* **Exercise directions**
Transcribe the listing exactly, leaving out every picture.

* **Data provided**

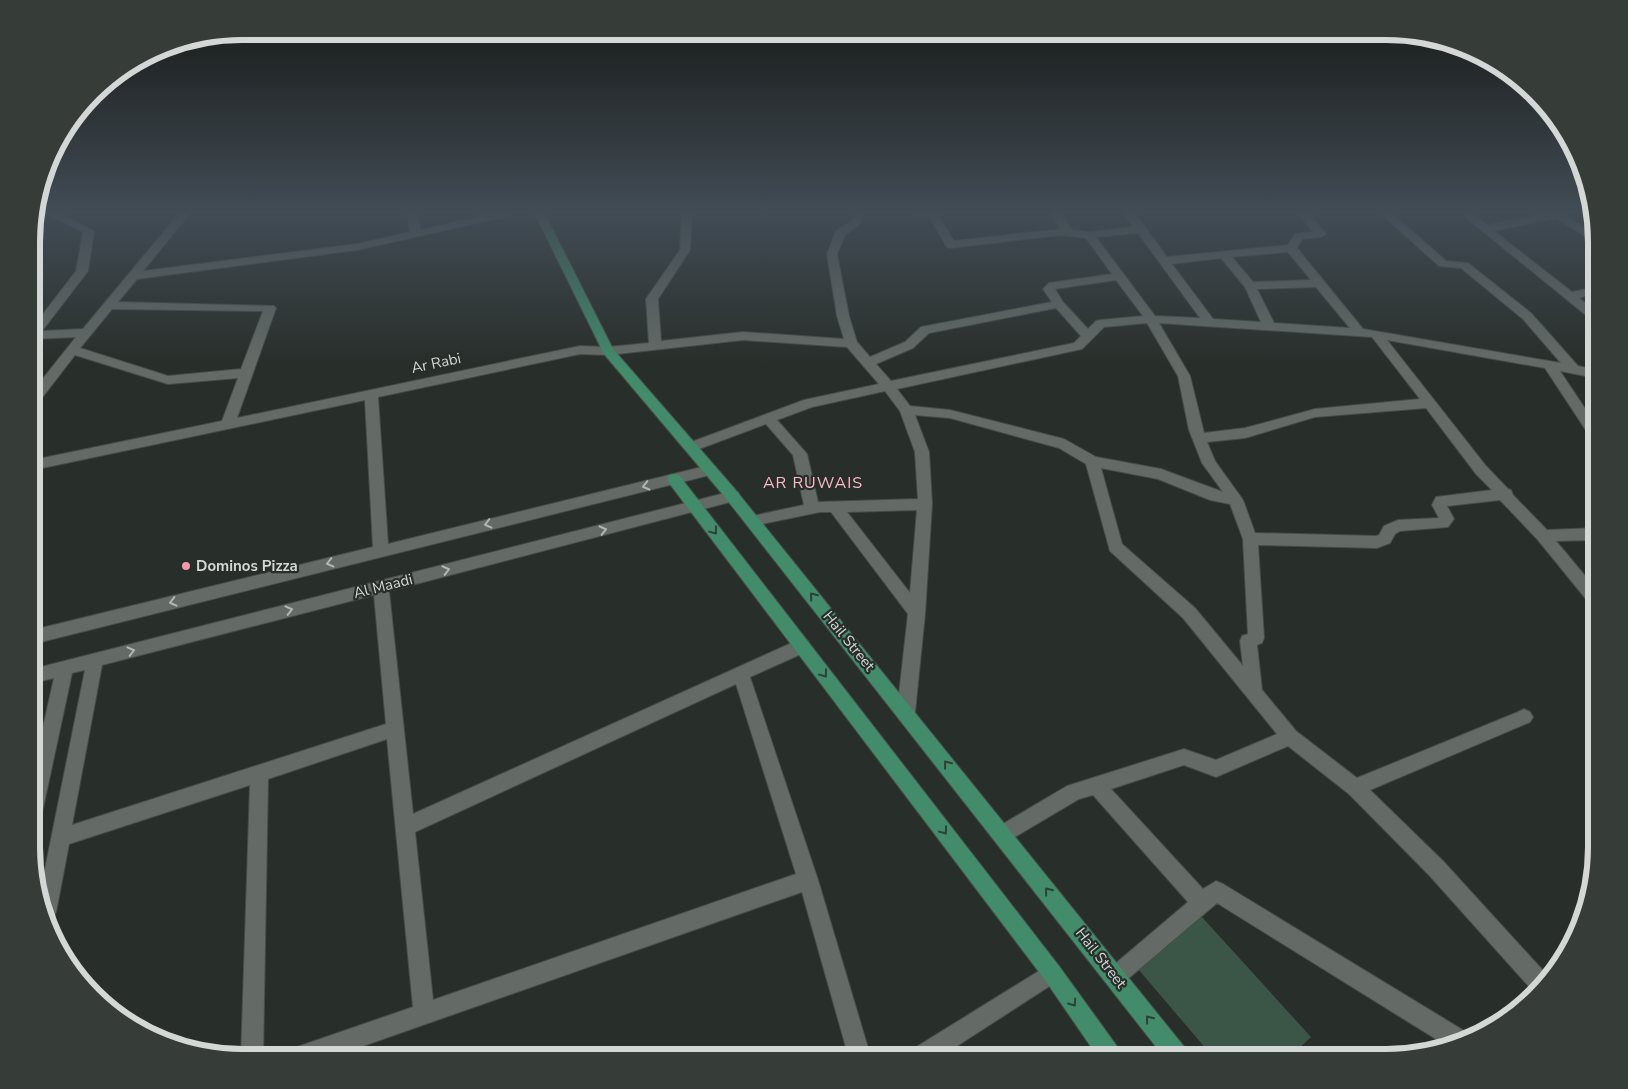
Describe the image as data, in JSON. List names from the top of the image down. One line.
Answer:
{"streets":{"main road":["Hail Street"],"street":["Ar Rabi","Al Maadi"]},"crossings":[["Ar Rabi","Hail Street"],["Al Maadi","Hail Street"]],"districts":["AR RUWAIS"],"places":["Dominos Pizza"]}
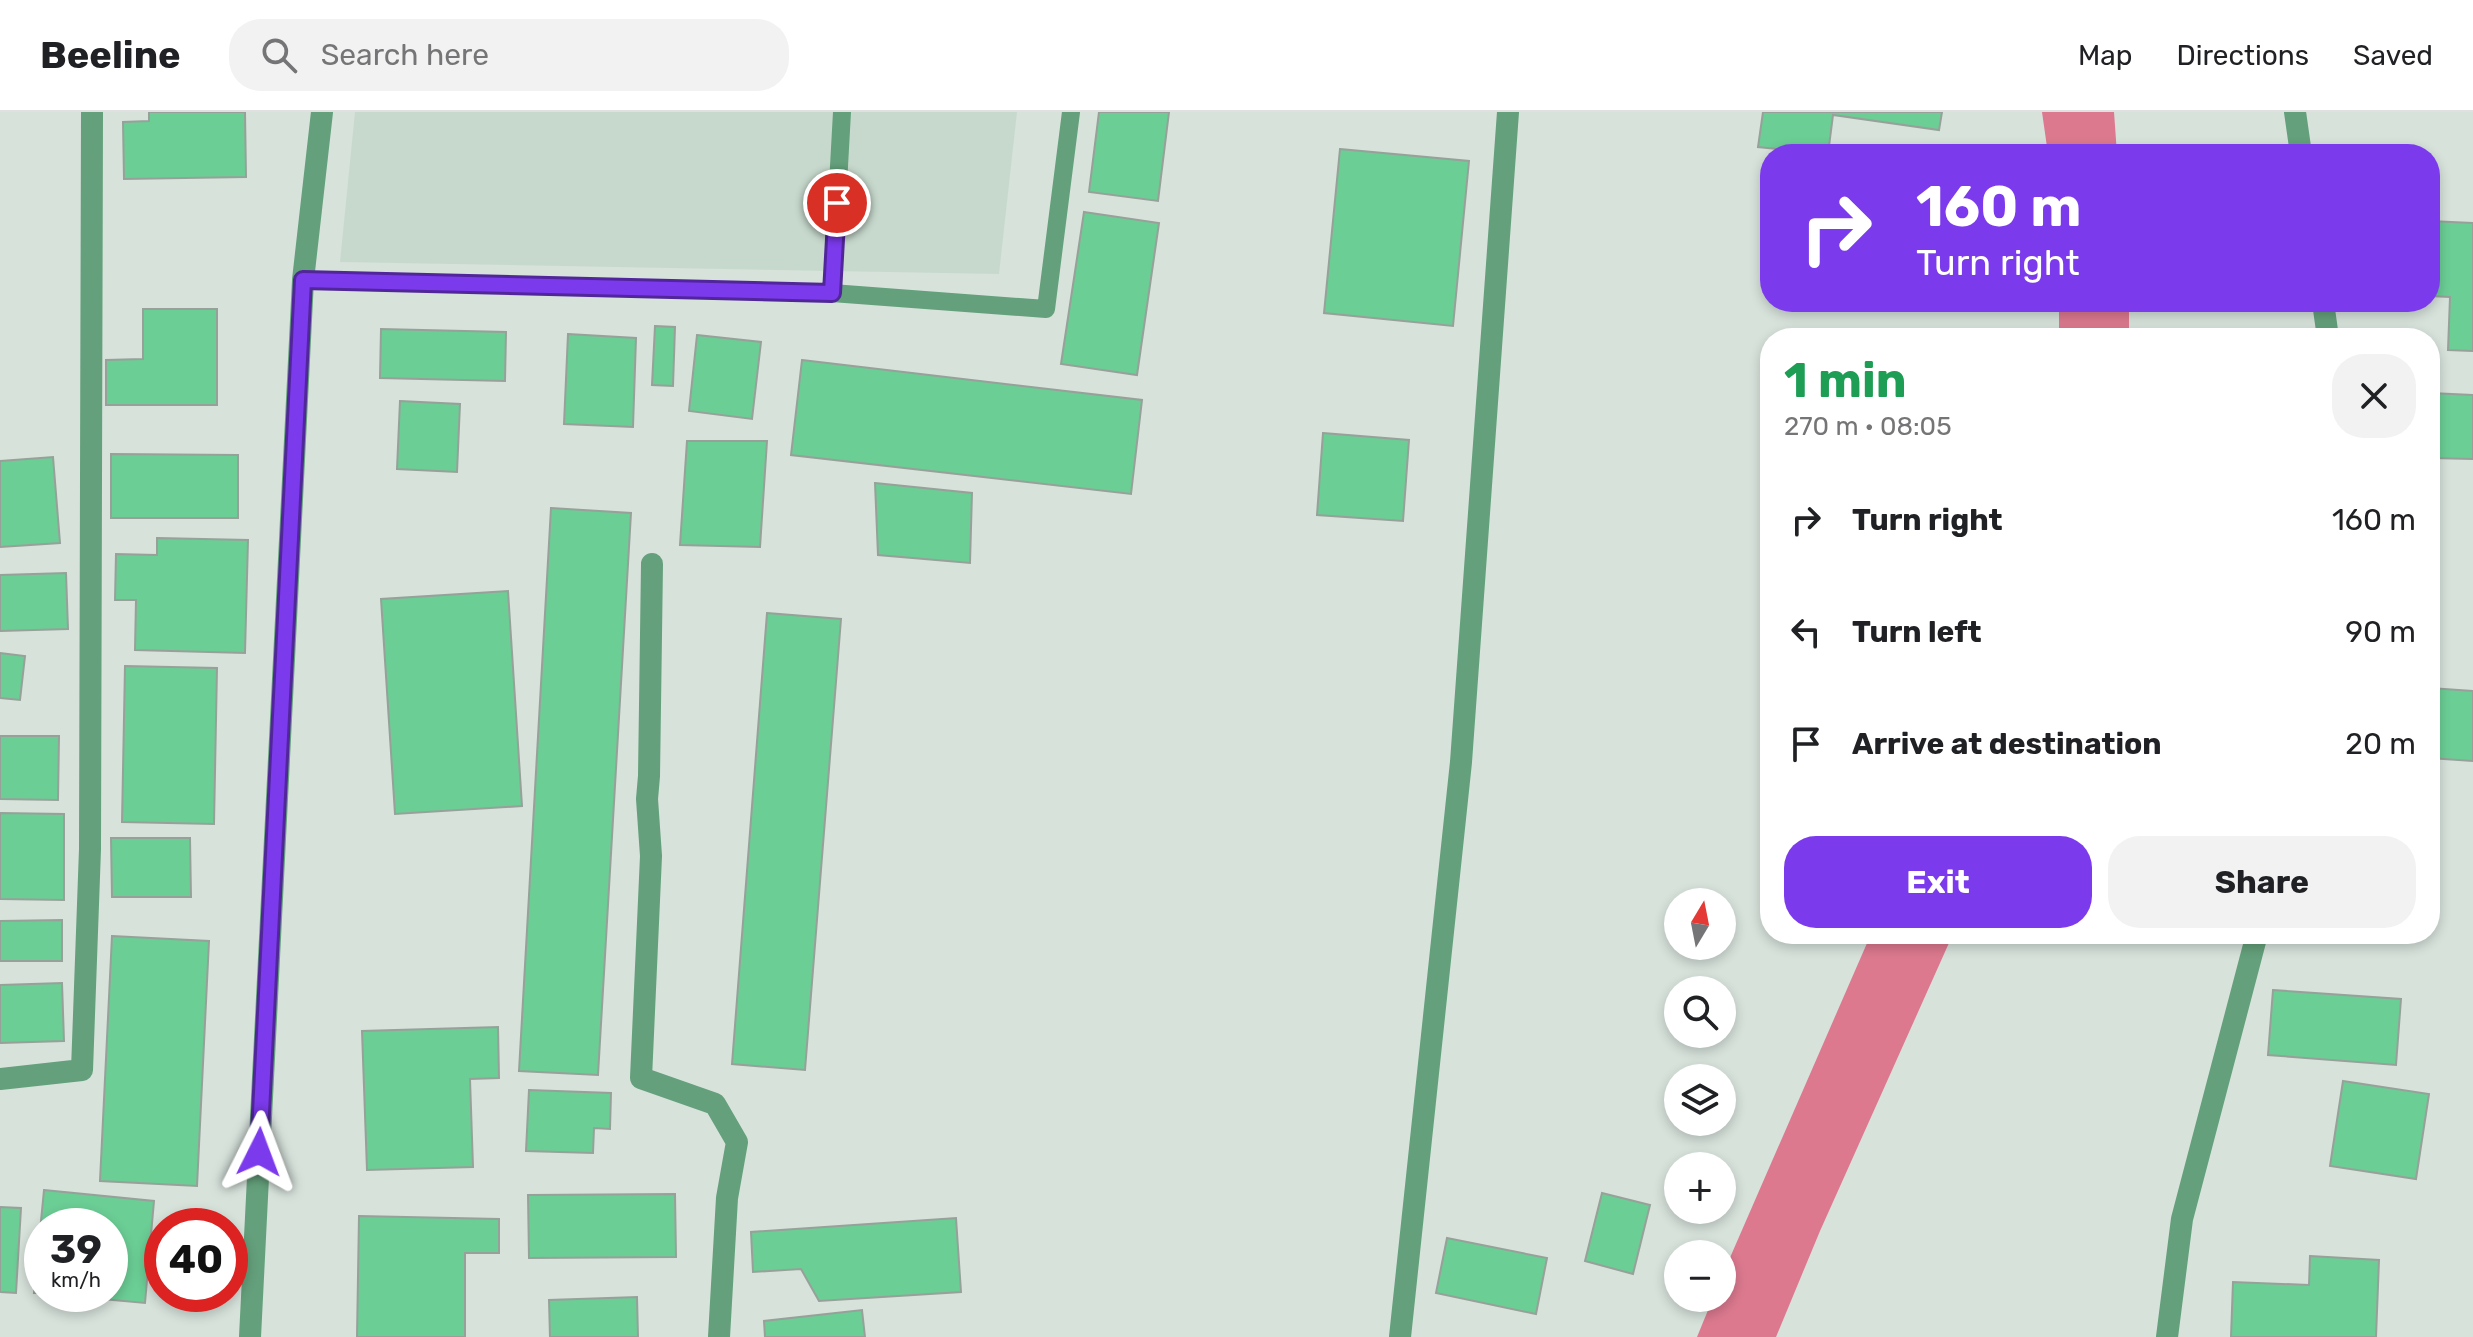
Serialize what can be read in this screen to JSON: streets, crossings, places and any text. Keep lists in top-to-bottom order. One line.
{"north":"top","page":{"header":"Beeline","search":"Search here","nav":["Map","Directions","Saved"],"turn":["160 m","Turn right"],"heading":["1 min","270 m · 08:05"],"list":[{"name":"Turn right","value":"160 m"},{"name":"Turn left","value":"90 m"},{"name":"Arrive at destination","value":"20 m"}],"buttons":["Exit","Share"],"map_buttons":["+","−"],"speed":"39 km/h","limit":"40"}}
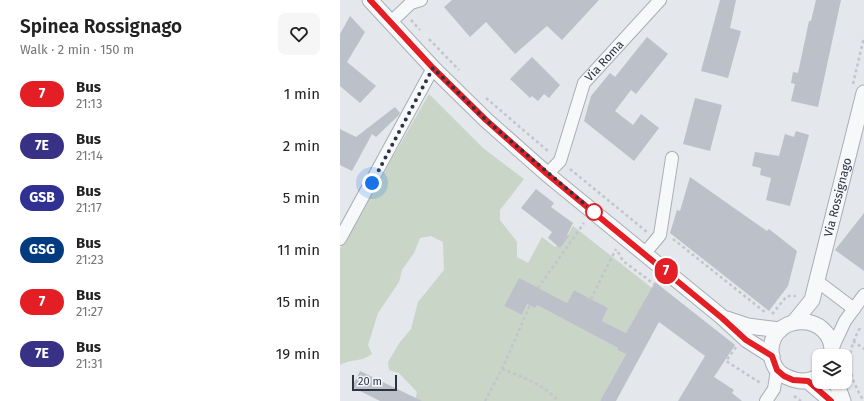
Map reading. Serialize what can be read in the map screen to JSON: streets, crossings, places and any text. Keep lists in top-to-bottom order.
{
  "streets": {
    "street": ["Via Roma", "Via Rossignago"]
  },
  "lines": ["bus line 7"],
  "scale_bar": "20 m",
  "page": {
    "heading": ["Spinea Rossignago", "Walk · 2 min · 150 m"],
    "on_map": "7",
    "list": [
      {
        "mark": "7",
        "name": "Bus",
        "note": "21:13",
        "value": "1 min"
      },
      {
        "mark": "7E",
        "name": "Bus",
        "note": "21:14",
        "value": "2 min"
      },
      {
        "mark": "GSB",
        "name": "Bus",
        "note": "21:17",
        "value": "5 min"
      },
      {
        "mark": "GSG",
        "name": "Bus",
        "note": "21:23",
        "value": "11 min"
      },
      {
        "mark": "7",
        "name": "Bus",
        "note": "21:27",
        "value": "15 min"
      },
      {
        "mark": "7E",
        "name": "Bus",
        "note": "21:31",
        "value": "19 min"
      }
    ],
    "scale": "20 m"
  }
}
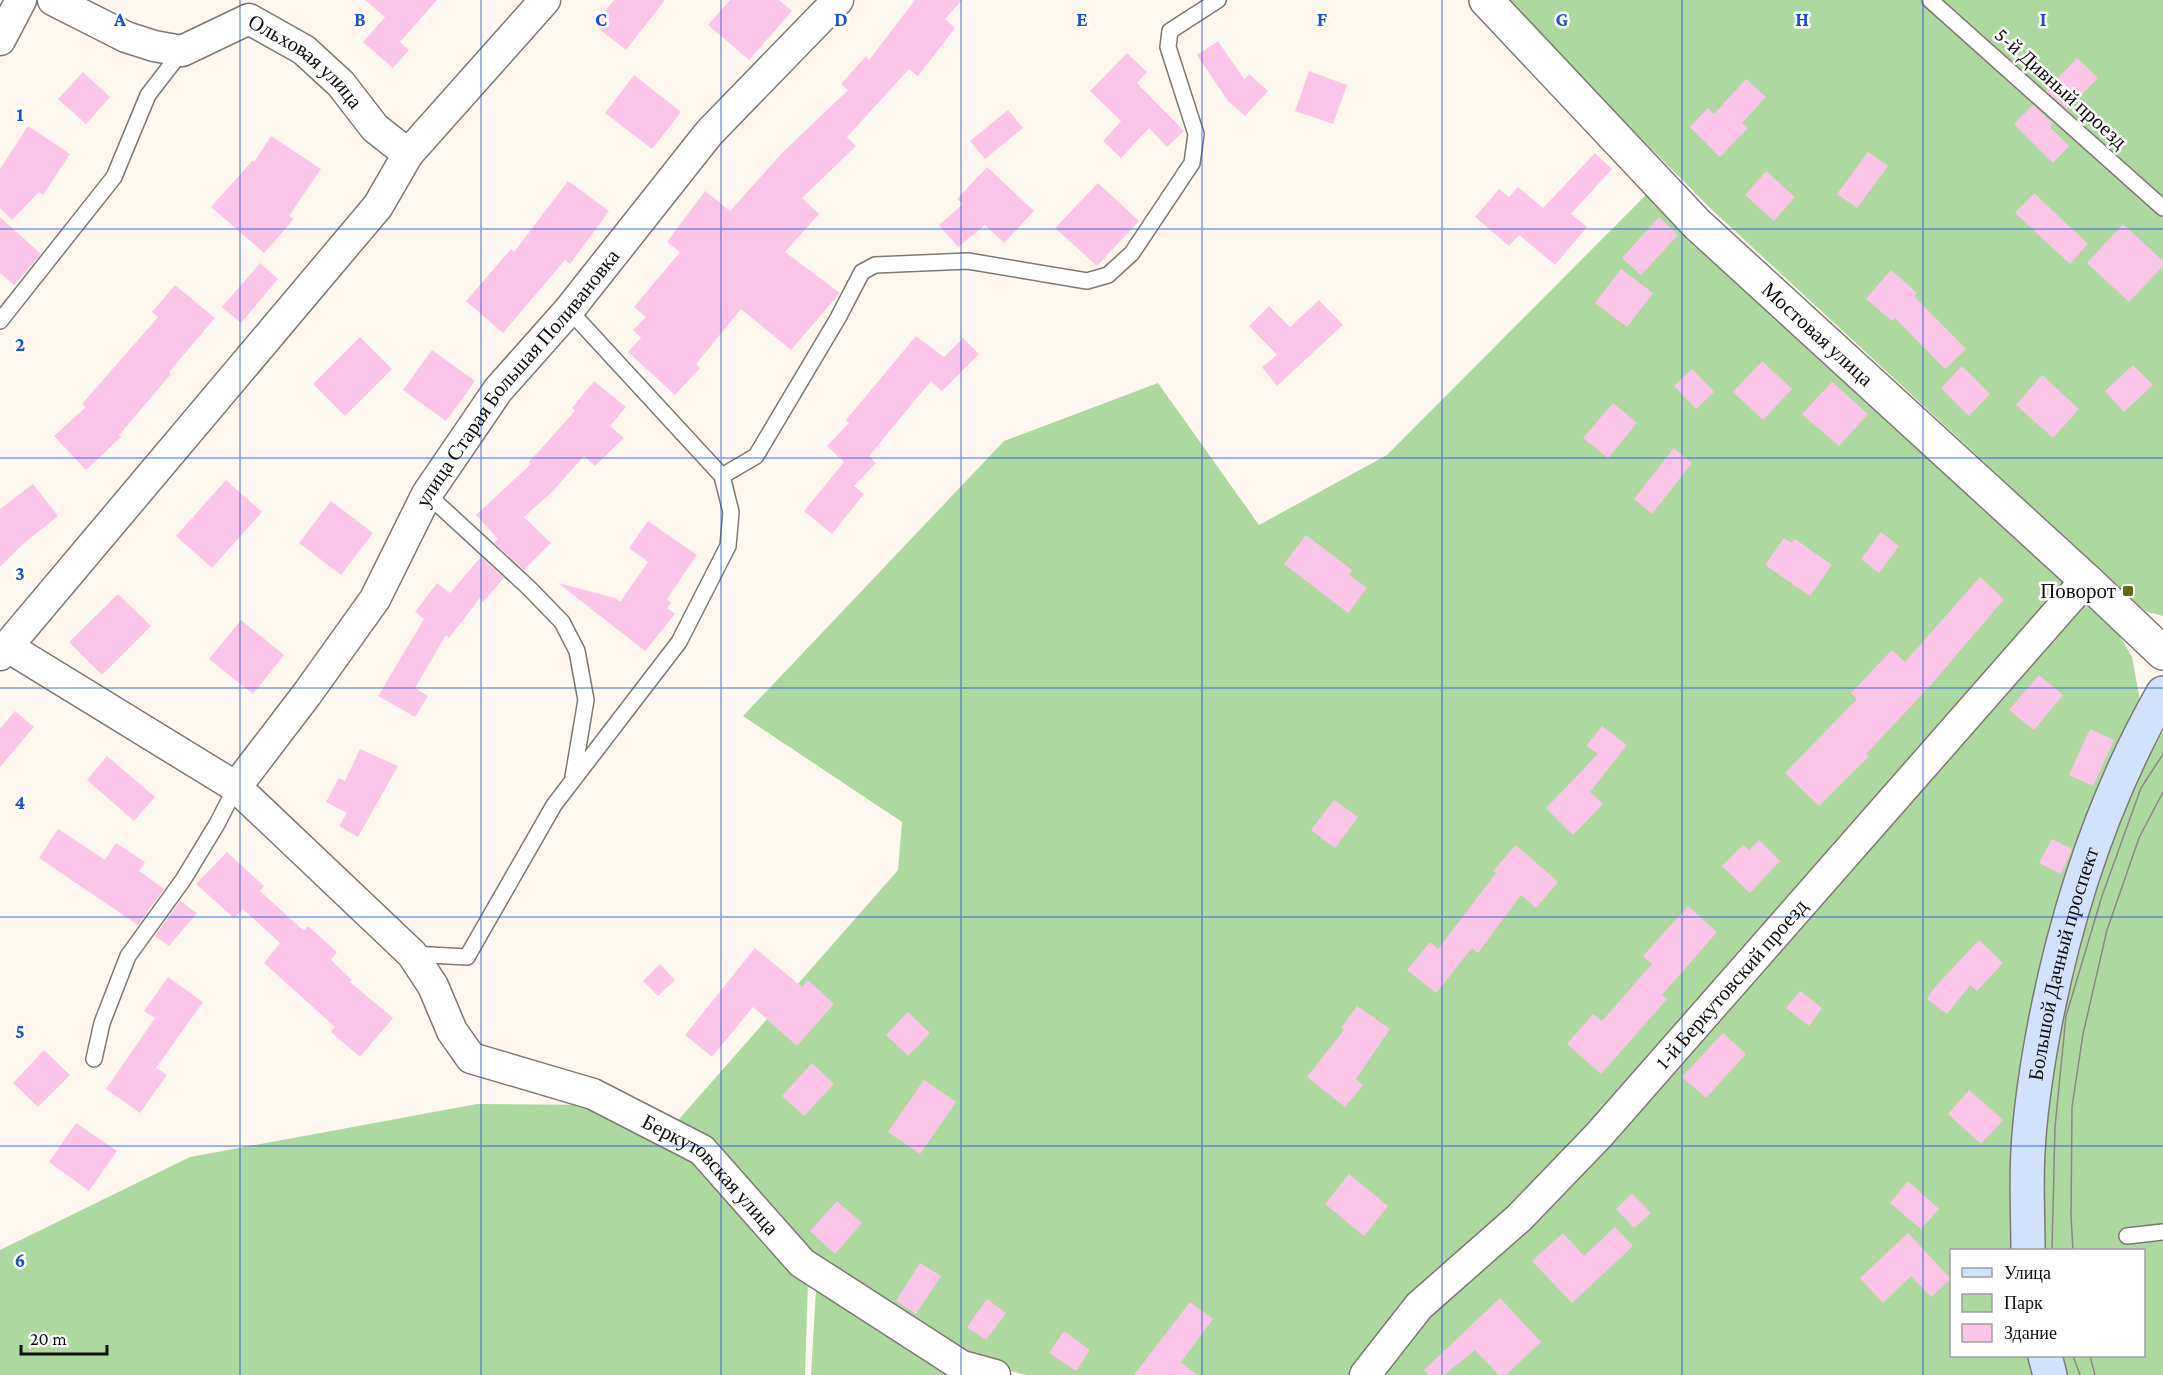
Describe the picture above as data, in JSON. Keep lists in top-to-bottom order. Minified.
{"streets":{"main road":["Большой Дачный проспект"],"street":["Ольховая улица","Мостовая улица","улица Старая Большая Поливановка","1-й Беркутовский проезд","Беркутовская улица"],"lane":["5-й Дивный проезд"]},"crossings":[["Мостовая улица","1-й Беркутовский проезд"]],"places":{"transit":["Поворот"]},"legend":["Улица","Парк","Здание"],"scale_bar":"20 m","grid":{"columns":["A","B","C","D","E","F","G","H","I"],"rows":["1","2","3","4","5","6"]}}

* **Written answer**
Describe the image as data, in JSON. List names from the top of the image down. One line.
Answer:
{"streets":{"main road":["Hail Street"],"street":["Ar Rabi","Al Maadi"]},"crossings":[["Ar Rabi","Hail Street"],["Al Maadi","Hail Street"]],"districts":["AR RUWAIS"],"places":["Dominos Pizza"]}
Serialize what can be read in this screen to JSON: streets, crossings, places and any text. Keep lists in top-to-bottom order. One line.
{"north":"top","page":{"header":"Beeline","search":"Search here","nav":["Map","Directions","Saved"],"turn":["160 m","Turn right"],"heading":["1 min","270 m · 08:05"],"list":[{"name":"Turn right","value":"160 m"},{"name":"Turn left","value":"90 m"},{"name":"Arrive at destination","value":"20 m"}],"buttons":["Exit","Share"],"map_buttons":["+","−"],"speed":"39 km/h","limit":"40"}}
Map reading. Serialize what can be read in the map screen to JSON: streets, crossings, places and any text. Keep lists in top-to-bottom order.
{
  "streets": {
    "street": ["Via Roma", "Via Rossignago"]
  },
  "lines": ["bus line 7"],
  "scale_bar": "20 m",
  "page": {
    "heading": ["Spinea Rossignago", "Walk · 2 min · 150 m"],
    "on_map": "7",
    "list": [
      {
        "mark": "7",
        "name": "Bus",
        "note": "21:13",
        "value": "1 min"
      },
      {
        "mark": "7E",
        "name": "Bus",
        "note": "21:14",
        "value": "2 min"
      },
      {
        "mark": "GSB",
        "name": "Bus",
        "note": "21:17",
        "value": "5 min"
      },
      {
        "mark": "GSG",
        "name": "Bus",
        "note": "21:23",
        "value": "11 min"
      },
      {
        "mark": "7",
        "name": "Bus",
        "note": "21:27",
        "value": "15 min"
      },
      {
        "mark": "7E",
        "name": "Bus",
        "note": "21:31",
        "value": "19 min"
      }
    ],
    "scale": "20 m"
  }
}
Describe the picture above as data, in JSON. Keep lists in top-to-bottom order. Minified.
{"streets":{"main road":["Большой Дачный проспект"],"street":["Ольховая улица","Мостовая улица","улица Старая Большая Поливановка","1-й Беркутовский проезд","Беркутовская улица"],"lane":["5-й Дивный проезд"]},"crossings":[["Мостовая улица","1-й Беркутовский проезд"]],"places":{"transit":["Поворот"]},"legend":["Улица","Парк","Здание"],"scale_bar":"20 m","grid":{"columns":["A","B","C","D","E","F","G","H","I"],"rows":["1","2","3","4","5","6"]}}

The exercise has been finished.